Table 3 showed that 10% of studied women had correct knowledge about the meaning of urogenital infection pre-intervention, while 82% of them had correct knowledge at the post-test and 72% of them had correct knowledge at follow-up intervention. Also, only 4% of them had correct knowledge related to complications of urogenital infection, at pre-intervention while 88% of them had correct knowledge at the post-intervention and 84% of them had correct knowledge at follow-up assessment. In relation to the ANOVA test, there was highly significant improvement at all items of knowledge between pre, post and follow-up intervention with (p-value <0.01**).

Table 4 demonstrated that 50% of studies reported correct practice about washing hands before and after bathing pre-intervention, while all of them corrected their practice at post and follow-up intervention with p-value <0.01**. Also, 90% of them cleaned genital area after each toilet visit at pre-intervention, while the rest of them cleaned at post-intervention and follow-up stages with p-value <0.05*. In relation to the ANOVA test, there was highly significant improvement at wearing cotton underwear, wearing loose underwear, continuous changing of the underwear, washing underwear clothes by hot water, exposing clothes to sun rays, drink plenty of water daily between pre, post and follow up intervention with (p-value <0.01**).

4. IMPLICATIONS OF THE STUDY

The findings of this study have implications and can guide policymakers at the governmental levels. At the very least, on a national level, it is critical for governments to see health issues or to take note of women's health and well-being. Future studies should consider the factors affecting the prevalence of urogenital infections among women. The recommendations for this study will be discussed under nursing education and nursing research.

CONCLUSION

Study results have revealed significant improvements in women's knowledge and reported practices related to a urogenital infection during the post program intervention phase. Also, there was a positive correlation between total lifestyle and knowledge and practices at pre-intervention, as manifested by p-value of <0.01.

RECOMMENDATIONS

The findings of this current study recommend providing different educational programs regarding knowledge and self-care practices for women with urogenital infection at different women's care settings. Continuous assessment of women's level of knowledge and practices related to urogenital infections are effective in controlling the infection. Replication of this study on a large sample and at different settings is recommended for the generalization of results.

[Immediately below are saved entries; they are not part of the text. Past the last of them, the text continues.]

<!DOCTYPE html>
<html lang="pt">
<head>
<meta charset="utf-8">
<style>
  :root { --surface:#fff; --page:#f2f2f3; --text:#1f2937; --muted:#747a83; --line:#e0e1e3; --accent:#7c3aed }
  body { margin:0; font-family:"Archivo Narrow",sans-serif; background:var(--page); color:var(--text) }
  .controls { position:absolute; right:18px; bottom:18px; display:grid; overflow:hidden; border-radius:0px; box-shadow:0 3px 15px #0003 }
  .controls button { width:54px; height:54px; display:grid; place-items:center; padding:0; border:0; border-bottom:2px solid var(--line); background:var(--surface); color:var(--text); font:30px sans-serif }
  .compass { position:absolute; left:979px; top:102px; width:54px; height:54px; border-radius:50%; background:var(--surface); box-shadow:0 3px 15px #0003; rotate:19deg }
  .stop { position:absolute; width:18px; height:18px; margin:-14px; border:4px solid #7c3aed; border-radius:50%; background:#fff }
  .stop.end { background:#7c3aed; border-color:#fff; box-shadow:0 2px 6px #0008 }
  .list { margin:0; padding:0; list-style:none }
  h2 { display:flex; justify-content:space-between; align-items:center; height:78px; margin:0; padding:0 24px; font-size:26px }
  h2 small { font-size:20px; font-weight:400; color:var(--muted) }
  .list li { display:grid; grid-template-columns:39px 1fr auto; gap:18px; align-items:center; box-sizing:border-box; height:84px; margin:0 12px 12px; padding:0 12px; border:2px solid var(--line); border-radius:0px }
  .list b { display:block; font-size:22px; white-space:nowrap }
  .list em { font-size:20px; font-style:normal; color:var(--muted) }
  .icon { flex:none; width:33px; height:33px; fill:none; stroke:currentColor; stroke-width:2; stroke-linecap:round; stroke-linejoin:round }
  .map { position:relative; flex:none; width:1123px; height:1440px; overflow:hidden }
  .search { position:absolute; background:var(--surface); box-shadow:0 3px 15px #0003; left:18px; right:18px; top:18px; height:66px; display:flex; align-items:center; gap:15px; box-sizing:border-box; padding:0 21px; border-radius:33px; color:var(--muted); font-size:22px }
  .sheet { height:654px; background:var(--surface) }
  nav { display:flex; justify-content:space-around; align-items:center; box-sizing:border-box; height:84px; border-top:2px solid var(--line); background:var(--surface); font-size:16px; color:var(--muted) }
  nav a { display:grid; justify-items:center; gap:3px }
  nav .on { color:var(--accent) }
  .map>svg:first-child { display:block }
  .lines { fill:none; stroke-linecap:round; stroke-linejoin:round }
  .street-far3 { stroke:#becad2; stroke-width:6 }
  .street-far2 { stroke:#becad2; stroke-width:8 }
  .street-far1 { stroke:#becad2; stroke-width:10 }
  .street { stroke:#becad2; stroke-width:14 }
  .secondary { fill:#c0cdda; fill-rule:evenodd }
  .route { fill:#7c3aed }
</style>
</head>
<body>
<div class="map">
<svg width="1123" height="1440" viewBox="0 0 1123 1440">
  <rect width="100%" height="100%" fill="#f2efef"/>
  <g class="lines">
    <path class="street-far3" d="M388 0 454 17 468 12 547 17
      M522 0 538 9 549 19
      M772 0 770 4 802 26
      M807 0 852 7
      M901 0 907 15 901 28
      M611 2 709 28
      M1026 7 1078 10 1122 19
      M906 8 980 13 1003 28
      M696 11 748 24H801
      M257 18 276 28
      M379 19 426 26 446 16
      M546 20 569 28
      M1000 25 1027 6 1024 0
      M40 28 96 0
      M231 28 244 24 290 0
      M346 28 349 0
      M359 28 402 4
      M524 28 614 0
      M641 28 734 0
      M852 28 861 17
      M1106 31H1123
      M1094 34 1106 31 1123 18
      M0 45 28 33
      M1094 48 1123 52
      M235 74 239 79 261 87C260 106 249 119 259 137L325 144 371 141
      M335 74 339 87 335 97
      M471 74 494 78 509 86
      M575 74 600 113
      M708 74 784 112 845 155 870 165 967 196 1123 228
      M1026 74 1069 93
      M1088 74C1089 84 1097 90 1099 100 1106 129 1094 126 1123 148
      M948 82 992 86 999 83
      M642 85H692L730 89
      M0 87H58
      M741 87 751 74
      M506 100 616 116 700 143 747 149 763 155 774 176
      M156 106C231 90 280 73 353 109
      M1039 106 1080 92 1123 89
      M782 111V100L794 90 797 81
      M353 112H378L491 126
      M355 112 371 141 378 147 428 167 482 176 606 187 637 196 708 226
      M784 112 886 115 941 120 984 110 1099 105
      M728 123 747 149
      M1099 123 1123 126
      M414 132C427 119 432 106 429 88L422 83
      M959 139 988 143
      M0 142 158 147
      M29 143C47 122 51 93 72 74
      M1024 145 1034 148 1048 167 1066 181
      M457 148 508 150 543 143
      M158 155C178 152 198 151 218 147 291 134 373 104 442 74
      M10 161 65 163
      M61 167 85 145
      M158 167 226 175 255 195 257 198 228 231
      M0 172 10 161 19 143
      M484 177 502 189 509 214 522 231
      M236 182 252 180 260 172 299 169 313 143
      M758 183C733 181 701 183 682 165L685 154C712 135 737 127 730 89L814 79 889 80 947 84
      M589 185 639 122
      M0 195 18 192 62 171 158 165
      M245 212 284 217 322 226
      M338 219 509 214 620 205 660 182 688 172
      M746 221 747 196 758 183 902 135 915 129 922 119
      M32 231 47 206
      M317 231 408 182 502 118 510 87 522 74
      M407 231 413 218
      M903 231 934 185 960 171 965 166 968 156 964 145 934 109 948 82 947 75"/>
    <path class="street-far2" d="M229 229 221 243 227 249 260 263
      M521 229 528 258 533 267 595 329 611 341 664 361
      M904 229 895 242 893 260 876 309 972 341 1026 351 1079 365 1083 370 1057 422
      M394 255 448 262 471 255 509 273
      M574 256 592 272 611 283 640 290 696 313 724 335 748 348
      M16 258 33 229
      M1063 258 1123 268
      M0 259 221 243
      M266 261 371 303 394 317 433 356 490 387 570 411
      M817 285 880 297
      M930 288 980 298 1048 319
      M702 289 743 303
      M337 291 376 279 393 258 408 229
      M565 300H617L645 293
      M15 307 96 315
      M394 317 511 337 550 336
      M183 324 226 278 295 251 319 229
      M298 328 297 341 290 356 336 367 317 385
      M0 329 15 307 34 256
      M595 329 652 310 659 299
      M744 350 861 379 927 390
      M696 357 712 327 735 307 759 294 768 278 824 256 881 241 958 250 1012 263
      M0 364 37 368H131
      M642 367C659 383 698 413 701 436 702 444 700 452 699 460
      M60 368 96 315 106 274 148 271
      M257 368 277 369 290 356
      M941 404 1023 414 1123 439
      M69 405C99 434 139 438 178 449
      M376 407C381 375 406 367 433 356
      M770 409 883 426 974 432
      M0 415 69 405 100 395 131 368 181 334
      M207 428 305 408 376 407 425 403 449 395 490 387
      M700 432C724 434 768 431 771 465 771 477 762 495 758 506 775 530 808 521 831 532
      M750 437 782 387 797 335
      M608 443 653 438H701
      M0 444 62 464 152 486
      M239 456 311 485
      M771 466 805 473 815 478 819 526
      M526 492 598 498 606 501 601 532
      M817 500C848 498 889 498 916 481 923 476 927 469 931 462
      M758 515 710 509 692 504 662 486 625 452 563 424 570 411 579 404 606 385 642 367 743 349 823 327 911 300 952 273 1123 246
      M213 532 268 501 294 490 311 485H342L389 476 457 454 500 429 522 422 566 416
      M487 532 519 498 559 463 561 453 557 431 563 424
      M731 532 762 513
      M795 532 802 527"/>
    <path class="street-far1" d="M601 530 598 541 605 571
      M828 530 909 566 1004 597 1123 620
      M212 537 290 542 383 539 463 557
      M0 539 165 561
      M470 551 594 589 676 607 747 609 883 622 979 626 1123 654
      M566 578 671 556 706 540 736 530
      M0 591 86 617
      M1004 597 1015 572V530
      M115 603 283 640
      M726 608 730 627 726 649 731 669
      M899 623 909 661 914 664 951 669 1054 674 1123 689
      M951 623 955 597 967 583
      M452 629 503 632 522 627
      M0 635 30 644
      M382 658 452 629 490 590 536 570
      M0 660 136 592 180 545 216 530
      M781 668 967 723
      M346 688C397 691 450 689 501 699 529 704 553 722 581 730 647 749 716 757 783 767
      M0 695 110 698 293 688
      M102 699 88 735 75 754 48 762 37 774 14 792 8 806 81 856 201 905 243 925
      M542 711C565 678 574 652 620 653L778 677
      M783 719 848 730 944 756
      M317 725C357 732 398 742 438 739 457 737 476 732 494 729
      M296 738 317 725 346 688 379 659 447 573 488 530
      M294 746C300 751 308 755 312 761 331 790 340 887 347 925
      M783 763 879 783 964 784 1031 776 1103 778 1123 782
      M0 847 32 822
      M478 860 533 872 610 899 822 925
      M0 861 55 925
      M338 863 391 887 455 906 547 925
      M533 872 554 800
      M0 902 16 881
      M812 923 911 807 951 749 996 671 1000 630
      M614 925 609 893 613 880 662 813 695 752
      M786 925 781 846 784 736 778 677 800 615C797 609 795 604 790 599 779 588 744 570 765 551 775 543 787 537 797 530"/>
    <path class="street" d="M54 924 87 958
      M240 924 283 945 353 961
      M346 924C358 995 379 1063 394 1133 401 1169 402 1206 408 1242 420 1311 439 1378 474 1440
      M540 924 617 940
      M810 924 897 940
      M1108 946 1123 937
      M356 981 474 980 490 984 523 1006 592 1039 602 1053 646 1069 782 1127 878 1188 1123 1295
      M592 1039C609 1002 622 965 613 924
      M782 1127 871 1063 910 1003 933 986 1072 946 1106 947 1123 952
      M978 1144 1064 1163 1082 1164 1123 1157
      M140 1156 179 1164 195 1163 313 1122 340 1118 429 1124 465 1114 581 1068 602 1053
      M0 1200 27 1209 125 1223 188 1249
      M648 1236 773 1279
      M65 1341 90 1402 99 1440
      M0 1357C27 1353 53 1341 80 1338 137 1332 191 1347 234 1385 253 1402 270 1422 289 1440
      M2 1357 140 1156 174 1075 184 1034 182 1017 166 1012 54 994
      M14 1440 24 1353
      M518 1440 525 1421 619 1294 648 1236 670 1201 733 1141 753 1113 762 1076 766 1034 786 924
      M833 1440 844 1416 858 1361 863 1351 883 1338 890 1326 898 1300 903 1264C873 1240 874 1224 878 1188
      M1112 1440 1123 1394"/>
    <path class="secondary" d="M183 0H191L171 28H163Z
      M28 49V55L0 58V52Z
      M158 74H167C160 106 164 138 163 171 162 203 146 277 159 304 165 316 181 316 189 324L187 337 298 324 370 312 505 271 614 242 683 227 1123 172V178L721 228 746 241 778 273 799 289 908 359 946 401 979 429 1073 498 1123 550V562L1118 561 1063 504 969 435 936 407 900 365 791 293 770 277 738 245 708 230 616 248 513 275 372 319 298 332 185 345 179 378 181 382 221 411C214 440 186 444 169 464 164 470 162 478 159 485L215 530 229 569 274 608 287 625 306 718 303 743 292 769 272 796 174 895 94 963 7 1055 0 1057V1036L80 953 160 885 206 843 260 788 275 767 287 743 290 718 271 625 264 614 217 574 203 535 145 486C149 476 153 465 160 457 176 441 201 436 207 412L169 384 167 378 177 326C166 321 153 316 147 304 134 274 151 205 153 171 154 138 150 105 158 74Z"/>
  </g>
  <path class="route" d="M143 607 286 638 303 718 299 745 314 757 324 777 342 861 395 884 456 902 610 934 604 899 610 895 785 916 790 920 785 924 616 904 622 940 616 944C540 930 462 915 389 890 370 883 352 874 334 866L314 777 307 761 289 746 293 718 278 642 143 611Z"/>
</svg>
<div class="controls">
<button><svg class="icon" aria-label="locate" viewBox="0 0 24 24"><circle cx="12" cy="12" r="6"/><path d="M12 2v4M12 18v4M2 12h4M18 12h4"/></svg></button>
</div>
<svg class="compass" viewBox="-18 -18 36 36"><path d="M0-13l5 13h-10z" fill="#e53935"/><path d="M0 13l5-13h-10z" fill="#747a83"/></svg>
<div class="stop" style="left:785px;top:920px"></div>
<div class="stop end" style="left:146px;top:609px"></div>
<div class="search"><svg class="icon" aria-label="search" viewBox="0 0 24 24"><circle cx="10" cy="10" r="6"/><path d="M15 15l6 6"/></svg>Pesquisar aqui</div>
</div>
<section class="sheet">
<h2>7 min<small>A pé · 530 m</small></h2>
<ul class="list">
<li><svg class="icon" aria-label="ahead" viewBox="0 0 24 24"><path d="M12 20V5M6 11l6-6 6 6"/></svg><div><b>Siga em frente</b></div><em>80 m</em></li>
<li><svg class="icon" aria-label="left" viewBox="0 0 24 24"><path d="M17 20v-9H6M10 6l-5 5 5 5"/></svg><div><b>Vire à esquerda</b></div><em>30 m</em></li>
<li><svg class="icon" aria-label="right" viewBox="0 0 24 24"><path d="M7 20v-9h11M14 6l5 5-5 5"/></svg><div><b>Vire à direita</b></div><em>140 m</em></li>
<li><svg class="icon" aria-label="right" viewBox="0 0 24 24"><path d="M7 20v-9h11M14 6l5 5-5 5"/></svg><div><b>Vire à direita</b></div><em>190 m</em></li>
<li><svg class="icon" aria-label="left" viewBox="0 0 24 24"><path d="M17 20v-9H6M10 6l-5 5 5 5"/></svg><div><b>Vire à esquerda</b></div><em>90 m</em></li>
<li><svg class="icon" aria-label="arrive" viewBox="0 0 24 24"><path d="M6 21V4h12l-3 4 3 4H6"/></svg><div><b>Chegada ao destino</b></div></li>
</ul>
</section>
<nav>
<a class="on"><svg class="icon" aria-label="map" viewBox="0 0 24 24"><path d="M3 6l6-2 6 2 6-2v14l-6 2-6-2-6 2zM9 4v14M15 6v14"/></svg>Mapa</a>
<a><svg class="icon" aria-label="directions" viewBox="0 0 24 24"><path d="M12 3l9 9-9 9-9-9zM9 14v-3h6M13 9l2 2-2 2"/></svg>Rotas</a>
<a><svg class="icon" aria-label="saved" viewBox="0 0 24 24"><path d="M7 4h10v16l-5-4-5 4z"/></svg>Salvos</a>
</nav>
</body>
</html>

ETHICS APPROVAL AND CONSENT TO PARTICIPATE

The ethical approval was taken from the medical director and ethical committee of EL Hadaka M.C.H at Fayoum, which granted permission to conduct this study.

HUMAN AND ANIMAL RIGHTS

No animals were used for studies that are base of this research. All the humans used were in accordance with the ethical standards of the committee responsible for human experimentation (institutional and national) and with the Helsinki Declaration of 1975, as revised in 2013.

CONSENT FOR PUBLICATION

Informed consent was obtained from the participants in this study after explaining the purpose of the study and assurance of the subject about the privacy and confidentiality of the obtained data. A summary of the interventions was explained to all respondents who voluntarily agreed to participate in the study.

STANDARDS OF REPORTING

STROBE guidelines and methodologies were followed for this study.

AVAILABILITY OF DATA AND MATERIALS

The data sets used during the current study can be provided from the corresponding author [S.B], upon reasonable request.

FUNDING

None.

CONFLICT OF INTEREST

The authors declare no conflicts of interest, financial or otherwise.

ACKNOWLEDGEMENTS

The authors gratefully acknowledge the Deanship of the Scientific Research in Fayoum University, Egypt and King Faisal University.